> _Activity_
Search the records for the string "linecap" and return each line that has it.

> _Records for the exercise_

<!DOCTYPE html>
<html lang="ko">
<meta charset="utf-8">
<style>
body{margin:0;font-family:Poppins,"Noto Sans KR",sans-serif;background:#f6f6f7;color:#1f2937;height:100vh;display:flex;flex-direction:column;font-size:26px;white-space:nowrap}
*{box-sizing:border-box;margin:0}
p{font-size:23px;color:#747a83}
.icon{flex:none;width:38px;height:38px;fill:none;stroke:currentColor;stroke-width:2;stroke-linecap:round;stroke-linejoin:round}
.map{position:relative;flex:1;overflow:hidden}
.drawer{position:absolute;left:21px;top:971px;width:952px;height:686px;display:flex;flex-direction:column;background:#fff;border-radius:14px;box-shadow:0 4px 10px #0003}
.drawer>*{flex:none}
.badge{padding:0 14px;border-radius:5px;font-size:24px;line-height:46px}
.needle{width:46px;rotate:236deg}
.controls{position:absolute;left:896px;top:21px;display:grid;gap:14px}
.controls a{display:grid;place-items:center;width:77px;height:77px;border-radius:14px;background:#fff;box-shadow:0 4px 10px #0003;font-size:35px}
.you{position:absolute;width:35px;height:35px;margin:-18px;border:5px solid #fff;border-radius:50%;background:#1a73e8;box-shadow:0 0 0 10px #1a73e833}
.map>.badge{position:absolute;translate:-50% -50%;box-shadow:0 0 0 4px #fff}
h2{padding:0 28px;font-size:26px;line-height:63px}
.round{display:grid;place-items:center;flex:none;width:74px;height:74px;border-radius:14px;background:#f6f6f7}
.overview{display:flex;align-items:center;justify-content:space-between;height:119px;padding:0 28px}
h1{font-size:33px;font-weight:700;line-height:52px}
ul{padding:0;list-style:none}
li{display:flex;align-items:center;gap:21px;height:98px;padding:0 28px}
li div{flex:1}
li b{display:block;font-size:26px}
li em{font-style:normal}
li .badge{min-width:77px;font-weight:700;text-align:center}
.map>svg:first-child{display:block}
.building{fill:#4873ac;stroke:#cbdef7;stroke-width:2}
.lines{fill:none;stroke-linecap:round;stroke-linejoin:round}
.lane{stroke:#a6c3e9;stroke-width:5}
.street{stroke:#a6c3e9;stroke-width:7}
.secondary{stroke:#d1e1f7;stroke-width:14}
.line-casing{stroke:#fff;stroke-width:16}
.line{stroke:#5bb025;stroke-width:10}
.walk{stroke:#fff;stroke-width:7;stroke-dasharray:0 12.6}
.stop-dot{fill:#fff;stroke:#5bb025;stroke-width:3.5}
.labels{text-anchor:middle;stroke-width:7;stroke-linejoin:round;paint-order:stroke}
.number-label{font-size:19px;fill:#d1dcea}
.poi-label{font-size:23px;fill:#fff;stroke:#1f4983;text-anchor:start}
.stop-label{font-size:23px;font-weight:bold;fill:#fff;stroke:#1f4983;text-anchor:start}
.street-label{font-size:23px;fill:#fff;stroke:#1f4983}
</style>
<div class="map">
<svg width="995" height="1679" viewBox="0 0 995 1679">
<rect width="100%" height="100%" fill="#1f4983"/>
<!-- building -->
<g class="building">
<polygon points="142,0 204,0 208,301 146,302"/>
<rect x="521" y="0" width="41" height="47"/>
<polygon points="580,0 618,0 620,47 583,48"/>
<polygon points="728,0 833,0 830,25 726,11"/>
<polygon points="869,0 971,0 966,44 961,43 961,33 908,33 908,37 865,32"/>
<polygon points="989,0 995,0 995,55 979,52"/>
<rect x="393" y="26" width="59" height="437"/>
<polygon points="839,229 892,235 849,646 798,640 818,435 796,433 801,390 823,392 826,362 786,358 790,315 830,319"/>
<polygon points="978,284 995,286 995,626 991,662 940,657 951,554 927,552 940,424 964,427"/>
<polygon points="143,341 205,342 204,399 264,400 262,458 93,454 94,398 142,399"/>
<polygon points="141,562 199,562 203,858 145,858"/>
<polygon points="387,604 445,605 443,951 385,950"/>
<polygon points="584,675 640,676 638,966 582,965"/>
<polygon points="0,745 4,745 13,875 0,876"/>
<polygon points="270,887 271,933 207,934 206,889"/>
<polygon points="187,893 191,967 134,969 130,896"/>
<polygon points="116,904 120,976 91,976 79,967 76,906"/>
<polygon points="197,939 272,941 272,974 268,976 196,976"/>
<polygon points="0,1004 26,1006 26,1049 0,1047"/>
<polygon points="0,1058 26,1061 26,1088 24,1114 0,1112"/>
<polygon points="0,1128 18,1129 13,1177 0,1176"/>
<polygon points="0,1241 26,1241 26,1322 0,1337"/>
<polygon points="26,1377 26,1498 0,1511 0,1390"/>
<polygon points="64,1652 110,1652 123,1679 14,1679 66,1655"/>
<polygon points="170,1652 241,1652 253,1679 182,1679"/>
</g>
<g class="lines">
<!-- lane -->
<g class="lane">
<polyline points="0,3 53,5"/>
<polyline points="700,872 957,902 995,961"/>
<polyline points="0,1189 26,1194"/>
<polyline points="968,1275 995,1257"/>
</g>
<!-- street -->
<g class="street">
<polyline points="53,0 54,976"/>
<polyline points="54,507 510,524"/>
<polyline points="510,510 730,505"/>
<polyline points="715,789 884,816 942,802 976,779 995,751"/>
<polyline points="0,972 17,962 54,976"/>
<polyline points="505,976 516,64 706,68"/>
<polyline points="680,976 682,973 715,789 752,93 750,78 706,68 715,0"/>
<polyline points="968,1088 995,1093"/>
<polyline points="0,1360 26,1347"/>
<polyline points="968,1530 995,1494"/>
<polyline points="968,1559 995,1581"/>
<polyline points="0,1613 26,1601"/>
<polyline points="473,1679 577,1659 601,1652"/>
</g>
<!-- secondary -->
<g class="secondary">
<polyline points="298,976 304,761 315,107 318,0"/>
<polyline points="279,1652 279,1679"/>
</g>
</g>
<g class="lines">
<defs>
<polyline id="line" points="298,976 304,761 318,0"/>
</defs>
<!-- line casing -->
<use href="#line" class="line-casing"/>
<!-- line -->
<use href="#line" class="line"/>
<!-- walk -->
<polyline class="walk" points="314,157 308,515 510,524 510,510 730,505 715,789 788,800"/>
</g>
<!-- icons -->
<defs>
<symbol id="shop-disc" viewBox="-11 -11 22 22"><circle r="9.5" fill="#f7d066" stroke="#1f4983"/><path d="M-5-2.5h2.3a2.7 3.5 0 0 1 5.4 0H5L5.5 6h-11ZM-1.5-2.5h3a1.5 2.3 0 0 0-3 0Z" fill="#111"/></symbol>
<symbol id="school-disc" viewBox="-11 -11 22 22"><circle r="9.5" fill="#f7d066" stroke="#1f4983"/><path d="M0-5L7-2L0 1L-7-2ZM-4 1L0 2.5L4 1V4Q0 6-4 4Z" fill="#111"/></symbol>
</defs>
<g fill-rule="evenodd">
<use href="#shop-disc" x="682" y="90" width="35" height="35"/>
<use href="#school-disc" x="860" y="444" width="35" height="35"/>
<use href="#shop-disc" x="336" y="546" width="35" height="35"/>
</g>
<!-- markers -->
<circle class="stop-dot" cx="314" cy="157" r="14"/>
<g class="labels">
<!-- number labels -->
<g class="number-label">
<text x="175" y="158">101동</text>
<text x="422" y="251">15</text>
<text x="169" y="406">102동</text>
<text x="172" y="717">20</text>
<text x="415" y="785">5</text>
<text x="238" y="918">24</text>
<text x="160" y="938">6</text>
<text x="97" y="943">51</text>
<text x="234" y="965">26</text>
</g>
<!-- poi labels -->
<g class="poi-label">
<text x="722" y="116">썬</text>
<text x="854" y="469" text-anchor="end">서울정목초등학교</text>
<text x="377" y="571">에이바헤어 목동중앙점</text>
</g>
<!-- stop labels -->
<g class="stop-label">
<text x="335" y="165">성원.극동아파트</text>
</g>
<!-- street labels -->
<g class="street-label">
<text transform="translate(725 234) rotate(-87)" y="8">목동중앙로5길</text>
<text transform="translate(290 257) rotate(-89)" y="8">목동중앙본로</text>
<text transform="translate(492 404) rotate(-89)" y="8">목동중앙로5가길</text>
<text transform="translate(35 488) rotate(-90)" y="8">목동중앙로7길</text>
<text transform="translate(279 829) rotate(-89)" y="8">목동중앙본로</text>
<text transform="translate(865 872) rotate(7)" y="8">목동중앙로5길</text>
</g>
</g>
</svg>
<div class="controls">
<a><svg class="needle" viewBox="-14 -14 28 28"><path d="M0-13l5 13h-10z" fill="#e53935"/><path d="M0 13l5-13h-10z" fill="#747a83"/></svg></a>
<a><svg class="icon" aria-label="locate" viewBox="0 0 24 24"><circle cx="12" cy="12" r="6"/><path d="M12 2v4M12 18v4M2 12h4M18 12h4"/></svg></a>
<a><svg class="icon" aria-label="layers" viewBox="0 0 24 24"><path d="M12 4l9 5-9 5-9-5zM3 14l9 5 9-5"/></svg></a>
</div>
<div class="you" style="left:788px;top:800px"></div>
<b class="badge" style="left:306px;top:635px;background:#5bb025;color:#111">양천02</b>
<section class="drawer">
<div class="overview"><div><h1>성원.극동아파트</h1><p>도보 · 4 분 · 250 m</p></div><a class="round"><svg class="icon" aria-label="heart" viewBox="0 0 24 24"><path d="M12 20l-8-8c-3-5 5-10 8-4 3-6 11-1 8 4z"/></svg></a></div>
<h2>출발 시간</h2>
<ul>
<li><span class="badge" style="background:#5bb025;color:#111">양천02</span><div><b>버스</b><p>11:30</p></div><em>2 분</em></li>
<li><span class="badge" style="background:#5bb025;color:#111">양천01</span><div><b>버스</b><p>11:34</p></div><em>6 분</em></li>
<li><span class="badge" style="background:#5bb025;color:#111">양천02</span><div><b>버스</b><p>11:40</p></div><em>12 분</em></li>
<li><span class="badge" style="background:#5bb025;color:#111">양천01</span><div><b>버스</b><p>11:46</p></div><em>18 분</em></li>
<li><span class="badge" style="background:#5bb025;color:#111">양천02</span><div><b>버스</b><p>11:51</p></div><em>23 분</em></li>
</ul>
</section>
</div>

> _Exercise output_
.icon{flex:none;width:38px;height:38px;fill:none;stroke:currentColor;stroke-width:2;stroke-linecap:round;stroke-linejoin:round}
.lines{fill:none;stroke-linecap:round;stroke-linejoin:round}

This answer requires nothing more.